In response to the comment by @Chris that

This only works for groups without spaces in the names!

I should mention that the accepted solution by @c4f4t0r and the solution by @bibi will work in most cases. I am running Cygwin, and the Windows part of the equation is probably why I hit this problem more often. Still, a group could be made with non-standard characters in normal Linux (I think), so I'll give the solution for group names with spaces. Spaces always make life fun!

I'll quickly give an example where spaces cause a problem. To see the group names with spaces, we look at the entire output of id

Copy$ id
uid=1(me) gid=545(Users) 
groups=545(Users),66049(CONSOLE LOGON),11(Authenticated Users),
4095(CurrentSession),66048(LOCAL)

(Note: I did make the output a little more pleasing to the eye here on StackOverflow.)

From this, we see that the groups are {'Users', 'CONSOLE LOGON', 'Authenticated Users', 'CurrentSession', 'LOCAL'}

We can see the problem with the accepted solution in this case.

Copy$ echo "groups:" ; for i in $(id -Gn);do echo "  - $i" ;done
    groups:
      - Users
      - CONSOLE
      - LOGON
      - Authenticated
      - Users
      - CurrentSession
      - LOCAL

A couple of groups get their names split up. To get the output we want, we need to use the id command, which takes a --zero ( -z ) flag. For more details on all the flags passed to id, see here.
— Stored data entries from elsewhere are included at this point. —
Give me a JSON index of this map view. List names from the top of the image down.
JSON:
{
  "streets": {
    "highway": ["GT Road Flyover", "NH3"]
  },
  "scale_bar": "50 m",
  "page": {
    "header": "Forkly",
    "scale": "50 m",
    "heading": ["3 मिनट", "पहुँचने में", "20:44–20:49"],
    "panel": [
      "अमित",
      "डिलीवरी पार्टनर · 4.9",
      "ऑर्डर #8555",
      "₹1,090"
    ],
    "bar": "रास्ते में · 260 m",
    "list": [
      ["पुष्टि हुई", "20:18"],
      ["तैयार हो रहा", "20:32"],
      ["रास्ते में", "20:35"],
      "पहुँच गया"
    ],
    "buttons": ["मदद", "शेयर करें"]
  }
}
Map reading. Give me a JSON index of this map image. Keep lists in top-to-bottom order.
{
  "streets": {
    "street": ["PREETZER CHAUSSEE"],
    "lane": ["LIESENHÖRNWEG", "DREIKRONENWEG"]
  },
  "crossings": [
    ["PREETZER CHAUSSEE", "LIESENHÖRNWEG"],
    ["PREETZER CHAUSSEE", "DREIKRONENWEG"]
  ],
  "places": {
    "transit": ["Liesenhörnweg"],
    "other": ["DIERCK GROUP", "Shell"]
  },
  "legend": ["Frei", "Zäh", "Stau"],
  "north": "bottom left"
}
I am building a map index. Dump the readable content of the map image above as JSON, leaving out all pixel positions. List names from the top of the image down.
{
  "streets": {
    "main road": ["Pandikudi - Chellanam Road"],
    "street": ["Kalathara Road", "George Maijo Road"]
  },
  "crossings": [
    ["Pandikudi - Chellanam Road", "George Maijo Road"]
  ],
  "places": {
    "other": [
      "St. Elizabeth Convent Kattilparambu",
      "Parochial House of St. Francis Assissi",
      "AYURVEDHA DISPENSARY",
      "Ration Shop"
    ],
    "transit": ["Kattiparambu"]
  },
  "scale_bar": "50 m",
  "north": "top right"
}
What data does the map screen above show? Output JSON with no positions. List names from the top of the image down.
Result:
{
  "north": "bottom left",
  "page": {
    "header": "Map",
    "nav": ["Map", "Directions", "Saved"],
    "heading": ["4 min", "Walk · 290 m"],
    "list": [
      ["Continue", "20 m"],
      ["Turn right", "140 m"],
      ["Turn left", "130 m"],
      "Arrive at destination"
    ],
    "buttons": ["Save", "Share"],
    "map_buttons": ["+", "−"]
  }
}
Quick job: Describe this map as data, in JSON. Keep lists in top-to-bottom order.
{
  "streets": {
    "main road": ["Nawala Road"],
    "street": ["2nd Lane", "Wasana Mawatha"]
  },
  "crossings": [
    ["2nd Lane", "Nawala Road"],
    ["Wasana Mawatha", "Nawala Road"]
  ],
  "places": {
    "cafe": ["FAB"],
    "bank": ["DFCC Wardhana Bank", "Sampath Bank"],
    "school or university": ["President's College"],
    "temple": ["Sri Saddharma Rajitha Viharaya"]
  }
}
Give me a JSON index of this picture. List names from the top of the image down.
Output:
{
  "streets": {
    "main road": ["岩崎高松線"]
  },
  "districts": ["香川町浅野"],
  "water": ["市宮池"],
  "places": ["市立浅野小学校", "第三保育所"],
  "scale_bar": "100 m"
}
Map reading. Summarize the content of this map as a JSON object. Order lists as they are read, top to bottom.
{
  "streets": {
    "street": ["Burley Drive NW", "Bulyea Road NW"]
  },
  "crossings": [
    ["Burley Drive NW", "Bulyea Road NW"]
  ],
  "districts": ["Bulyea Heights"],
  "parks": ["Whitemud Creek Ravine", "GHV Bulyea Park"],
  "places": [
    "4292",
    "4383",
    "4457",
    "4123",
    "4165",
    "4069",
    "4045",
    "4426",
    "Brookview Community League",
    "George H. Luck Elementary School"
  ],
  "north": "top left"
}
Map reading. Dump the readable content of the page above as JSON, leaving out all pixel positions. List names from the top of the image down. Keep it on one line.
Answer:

Copy$ man id | grep -A 1 "\-\-zero"
       -z, --zero
              delimit entries with NUL characters, not whitespace;

Our approach will need to be a bit different to those given above, but follow a lot of the same principles:

Copy$ echo "groups:"; printf "%s" "  - "; id -Gnz | \
awk 'BEGIN{FS="\0"; OFS="\n  - "}{NF--; print}'
groups:
  - Users
  - CONSOLE LOGON
  - Authenticated Users
  - CurrentSession
  - LOCAL

The reason that we have a slightly-more-complicated awk is that there is always a trailing NUL, which we do not want in this case. The \ allows me to continue onto the next line with the same command, making things easier to read. The command is equivalent to:

Copy$ echo "groups:"; printf "%s" "  - "; id -Gnz | awk 'BEGIN{FS="\0"; OFS="\n  - "}{NF--; print}'
2 of 4
6

How about this for a succinct solution that deals with spaces:

Copyid -Gnz | tr "\0" "\n"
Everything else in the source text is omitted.